According to this embodiment, since the FPGA device can be constructed by using the superconducting programmable multi-input multiplexer, it is possible to realize the FPGA device which operates at high speed and low power consumption. Also, high integration can be achieved. Another object of the present invention is to provide a non-volatile FPGA device that retains the selected state during logic execution even when the power is turned off. By using the superconducting FPGA device of this embodiment, it is possible to easily realize the operation verification of the board before the trial manufacture of the LSI and the logic emulation device.

[0035]

According to the present invention, since the FPGA device can be constructed by using the superconducting programmable multi-input multiplexer, it is possible to realize the FPGA device which operates at high speed with low power consumption. Also, high integration can be achieved. Furthermore, it is possible to provide an FPGA device that performs a non-volatile operation in which the selected state is held during logic execution even when the power is turned off.
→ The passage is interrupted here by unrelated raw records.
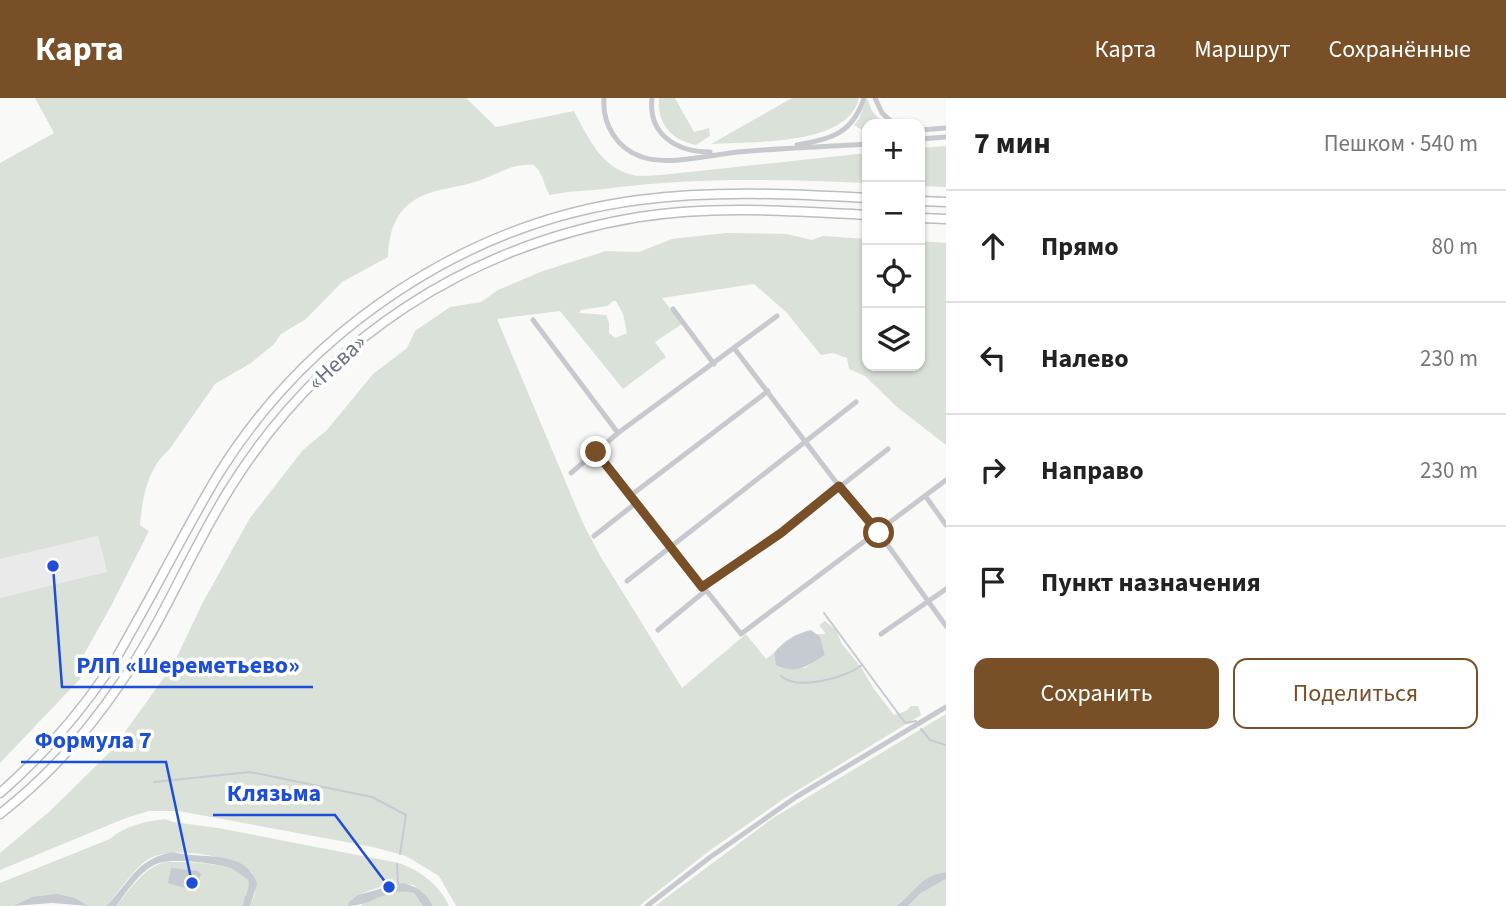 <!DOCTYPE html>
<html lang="ru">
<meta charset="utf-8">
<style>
body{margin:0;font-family:"Source Sans 3",sans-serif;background:#f6f6f6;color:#222}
.controls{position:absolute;right:21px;top:21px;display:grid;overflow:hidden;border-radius:14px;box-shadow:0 2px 5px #0004}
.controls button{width:63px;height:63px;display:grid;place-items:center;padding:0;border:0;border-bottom:2px solid #e0e0e0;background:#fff;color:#222;font:35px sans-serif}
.stop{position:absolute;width:21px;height:21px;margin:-16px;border:5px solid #794f27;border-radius:50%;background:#fff}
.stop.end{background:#794f27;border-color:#fff;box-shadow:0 2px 7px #0008}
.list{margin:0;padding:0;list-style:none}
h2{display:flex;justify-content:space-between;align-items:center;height:91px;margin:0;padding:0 28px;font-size:30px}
h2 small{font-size:23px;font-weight:400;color:#767676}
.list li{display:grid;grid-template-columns:46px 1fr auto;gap:21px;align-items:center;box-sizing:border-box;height:112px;padding:0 28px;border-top:2px solid #e0e0e0}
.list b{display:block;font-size:26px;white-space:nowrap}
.list em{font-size:23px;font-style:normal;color:#767676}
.actions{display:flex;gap:14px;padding:21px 28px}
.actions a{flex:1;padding:16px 0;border:2px solid #794f27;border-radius:14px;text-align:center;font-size:24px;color:#794f27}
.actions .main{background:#794f27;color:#fff}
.icon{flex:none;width:38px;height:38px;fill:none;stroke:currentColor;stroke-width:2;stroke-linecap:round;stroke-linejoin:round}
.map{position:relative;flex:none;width:946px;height:808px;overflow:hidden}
header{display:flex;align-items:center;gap:42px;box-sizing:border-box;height:98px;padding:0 35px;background:#794f27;color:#fff}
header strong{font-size:33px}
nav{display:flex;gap:38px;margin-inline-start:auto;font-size:24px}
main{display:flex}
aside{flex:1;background:#fff}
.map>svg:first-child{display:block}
.built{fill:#eaeaea}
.green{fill:#dae1d8;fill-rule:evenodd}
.water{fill:#c6cbd2}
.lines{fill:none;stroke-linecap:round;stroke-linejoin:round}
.stream{stroke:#c6cbd2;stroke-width:2}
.highway-casing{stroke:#bcbdc1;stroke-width:11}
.minor{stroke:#c7c9ce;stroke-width:5}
.highway{stroke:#fff;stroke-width:8}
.route{stroke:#794f27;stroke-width:9}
.labels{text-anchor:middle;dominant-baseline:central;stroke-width:7;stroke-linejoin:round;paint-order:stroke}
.street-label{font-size:23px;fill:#687288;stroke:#fff}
.leader{fill:none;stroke:#1d4ed8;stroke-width:2.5}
.callout-dot{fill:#1d4ed8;stroke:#fff;stroke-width:2.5}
.callout-label{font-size:24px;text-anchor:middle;font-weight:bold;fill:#1d4ed8;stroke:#fff;stroke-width:7;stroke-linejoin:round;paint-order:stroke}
</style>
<header>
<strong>Карта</strong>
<nav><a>Карта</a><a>Маршрут</a><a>Сохранённые</a></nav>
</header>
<main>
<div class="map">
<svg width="946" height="808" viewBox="0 0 946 808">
<rect width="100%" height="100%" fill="#f9f9f7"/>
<path class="built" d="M98,438l9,37 -107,25v-39z"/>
<path class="green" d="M35,0h431l30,29 78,-16c14,26 27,57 59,64 8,2 19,0 28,0l206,-22v30c-90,-4 -173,-6 -264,6 -18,2 -36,2 -53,6 -7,-10 -6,-21 -16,-30 -22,-2 -36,9 -56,16 -12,4 -26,6 -38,9 -37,8 -51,31 -52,67l-46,25 -36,37 -25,15 -8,11 -22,18 -36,21 -46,66c-21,17 -27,49 -29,75l9,6 -38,75 -29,52 -2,21 -80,84v-165l107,-26 -9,-36 -98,23v-396l54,-30z
M659,0h16l19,34 15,-4 1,8 -14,9c-25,-5 -39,-21 -37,-47z
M792,0h67c-11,49 -109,43 -148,46z
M867,0l5,13 12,13h-17v9l-13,-8 5,-6z
M946,48v41l-26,-1v-38z
M726,135l61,1 25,6 11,-4 44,3v127h53v-125l26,2v202l-49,-38 -32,-31 -16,-7 -2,-11 -14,-5 -12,2 -35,-43 -32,-28 -92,14 20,26 -27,18 11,15 -43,32 -63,-78 -63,8 85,202 17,33 83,134 64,-54 20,25 8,-6 2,12 29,3 20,-13 -5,-17 -4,-4h10l-7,-9 6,-4 11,9 6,14 19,23 13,22 20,26 12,-4 5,-5h7l3,9 -136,83 -76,53 -70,55h-183l-17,-30 -33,-20 -33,-9 -194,-36h-30l-23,7 -126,52v-17l50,-42 62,-61 61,-85 30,-63 47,-84 53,-68 24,-20 46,-56 34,-26 8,-17 35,-24 31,-5 17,-12 45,-19 63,-20 33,1 33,-13zM613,203h3l7,13 4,19 -12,5 -6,-5v-11l-3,-7 -27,-2 2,-3 26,-4z
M946,616v158c-25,4 -31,20 -50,34h-241l118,-88z
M165,721l8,3 45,6 181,35c21,8 40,21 50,43h-16l-19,-21c-17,-3 -58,4 -66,21h-98l5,-13 -3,-21c-21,-16 -79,-27 -103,-13 -15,8 -31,35 -43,47h-17l-14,-8 -43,-1 -19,9h-13v-23l110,-44c14,-13 36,-18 55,-20z
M167,764c17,0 80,-1 82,23 1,8 -6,13 -6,21h-127c14,-16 29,-41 51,-44z
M946,781v27h-38l13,-13z
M403,792l11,3 9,13h-63l12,-8z"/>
<path class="water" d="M811,532l9,7 5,18c-17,11 -29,20 -49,10l-2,-12c11,-13 21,-19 37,-23z
M173,754c27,8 74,-4 84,32l-7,22h-7c0,-10 8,-15 5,-26 -6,-5 -11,-9 -18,-12 -15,-5 -56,-10 -71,-5 -18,6 -32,29 -43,43h-10c24,-23 29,-47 67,-54z
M171,770l27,3 3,3 -5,15 -5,1 -23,-7z
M946,774v7l-25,14 -13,13h-12c20,-14 23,-30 50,-34z
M401,785c15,2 24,9 32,23h-10l-9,-13c-29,-6 -41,13 -66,13l1,-4 9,-7z
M57,796l18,4 14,8 -37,-3 -39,3 19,-9z"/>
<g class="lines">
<path class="stream" d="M824,515l79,107 3,3 10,-2
M781,578c17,15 64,2 81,-11
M921,631l9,11 16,5
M154,684l96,-10 122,25 34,18 -6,39
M397,766l1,20"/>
<defs>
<path id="highway" d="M920,103l26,1
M920,120l26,1
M0,695c40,-35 76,-75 106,-119 10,-14 18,-30 26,-44 29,-51 56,-105 86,-155 91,-147 250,-253 421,-275 76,-10 152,-6 228,-2
M0,716c46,-36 87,-81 120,-130 43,-62 71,-135 112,-199 92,-146 237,-240 407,-268 75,-12 153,-6 228,-2"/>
</defs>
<use href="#highway" class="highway-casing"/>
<path class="minor" d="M604,0c-2,26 13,51 38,59 26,9 68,-2 96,-5 43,-4 86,-5 129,-8
M652,0c-4,37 25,54 58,54
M875,0l7,15 12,11
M920,32l26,-2
M920,41l26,-2
M797,47c34,-7 55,-10 67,-47
M673,211l41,55
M533,222l85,113
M734,250l105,138 40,47 67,93
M596,354l145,182 205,-154
M571,375l47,-40 159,-117
M630,398l138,-105
M926,399l20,28
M594,438l42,-33
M627,483l229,-179
M702,489l79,-54 107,-84
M658,532l47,-39
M881,536l65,-45
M647,808l62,-48 87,-61 150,-90"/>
<use href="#highway" class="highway"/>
</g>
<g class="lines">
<path class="route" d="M596,354l106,135 79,-54 58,-47 40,47"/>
</g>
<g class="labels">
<g class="street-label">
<text transform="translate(337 264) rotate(-43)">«Нева»</text>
</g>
</g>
<path class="leader" d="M53 468L62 589H313M192 785L166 664H21M389 789L335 717H213"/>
<g class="callout-dot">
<circle cx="53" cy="468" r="7"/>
<circle cx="192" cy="785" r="7"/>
<circle cx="389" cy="789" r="7"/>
</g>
<g class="callout-label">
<text x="188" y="575">РЛП «Шереметьево»</text>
<text x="93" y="650">Формула 7</text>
<text x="274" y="703">Клязьма</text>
</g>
</svg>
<div class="controls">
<button>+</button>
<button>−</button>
<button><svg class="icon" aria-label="locate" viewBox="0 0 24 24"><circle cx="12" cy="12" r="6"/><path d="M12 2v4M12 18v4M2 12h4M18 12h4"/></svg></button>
<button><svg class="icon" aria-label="layers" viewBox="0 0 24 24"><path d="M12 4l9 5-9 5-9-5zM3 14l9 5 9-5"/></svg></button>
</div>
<div class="stop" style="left:879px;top:435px"></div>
<div class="stop end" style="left:596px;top:354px"></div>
</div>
<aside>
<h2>7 мин<small>Пешком · 540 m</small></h2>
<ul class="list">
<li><svg class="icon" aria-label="ahead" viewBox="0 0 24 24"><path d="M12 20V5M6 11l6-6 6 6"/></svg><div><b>Прямо</b></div><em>80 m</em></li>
<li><svg class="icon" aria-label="left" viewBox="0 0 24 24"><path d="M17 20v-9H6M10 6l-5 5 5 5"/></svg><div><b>Налево</b></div><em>230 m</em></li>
<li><svg class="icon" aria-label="right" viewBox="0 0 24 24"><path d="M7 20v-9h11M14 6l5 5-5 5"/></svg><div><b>Направо</b></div><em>230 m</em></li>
<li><svg class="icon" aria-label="arrive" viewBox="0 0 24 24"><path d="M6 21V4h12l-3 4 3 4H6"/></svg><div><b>Пункт назначения</b></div></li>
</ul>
<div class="actions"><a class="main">Сохранить</a><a>Поделиться</a></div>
</aside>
</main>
[Brief description of drawings]

FIG. 1 is a circuit diagram of a superconducting programmable multi-input multiplexer of the present invention.

FIG. 2 is an explanatory diagram of symbols of the multi-input multiplexer of the present invention.

FIG. 3 is a system diagram showing a configuration of a logic / wiring unit of the superconducting FPGA device of the present invention.

FIG. 4 is a system diagram showing the overall configuration of a superconducting FPGA device of the present invention.

FIG. 5 is an explanatory diagram showing the overall configuration of a conventional FPGA device.

FIG. 6 is a system diagram showing a configuration of a variable logic unit in a conventional FPGA device.

FIG. 7 is an explanatory diagram showing a configuration of an inter-wiring switch in a conventional FPGA device.

[Explanation of symbols]

801 ... Input bus, 802 ... Output bus, 804 ... Flip-flop unit, 805 ... Output, 811 ... N × M multiplexer, 812 ... Logic / wiring unit, 813 ...
Internal bus, 814 ... Output bus, 815 ... Output bus, 81
6 ... Output bus.

Claims (4)

[Claims] 1. A logic unit having a certain logic function arranged in a grid pattern, and a wiring unit provided between the vertical and horizontal directions of the logical unit and connected to the logical unit. A superconducting multiplexer is used for connecting the logic unit and the wiring unit, and for connecting vertical wiring and horizontal wiring, and an input terminal and an output terminal which are part of the wiring unit are controlled by switching control of the superconducting multiplexer. A superconducting FPGA device, which realizes a desired logical function between and. 2. The superconducting multiplexer according to claim 1, wherein one signal line and a positive Josephson element in which an enable line of the signal line is input in a positive direction and the signal line in a reverse direction are input. A pair of reverse-side Josephson elements to which the enable wirings of the signal wirings are input in the forward direction are set, and a plurality of these sets are connected in cascade, and an enable input is given to one of the plurality of sets. Thus, a superconducting FPGA device in which the input of the same set of signal lines as that set appears at the output. 3. The enable input according to claim 2,
It is supplied as a loop current of a superconducting loop composed of two Josephson elements and a superconducting wiring connecting them in series, and the loop current is set at the time of a logic program for setting a logic function in the FPGA device to identify the superconducting multiplexer A superconducting FPGA device that realizes input selection and retains the selected state during logic execution. 4. A flip-flop unit having a function of simulating a sequential circuit according to claim 1, wherein the output of the flip-flop unit is fed back to the head of the array of logic units and wiring units via the superconducting multiplexer. Superconducting FPGA device.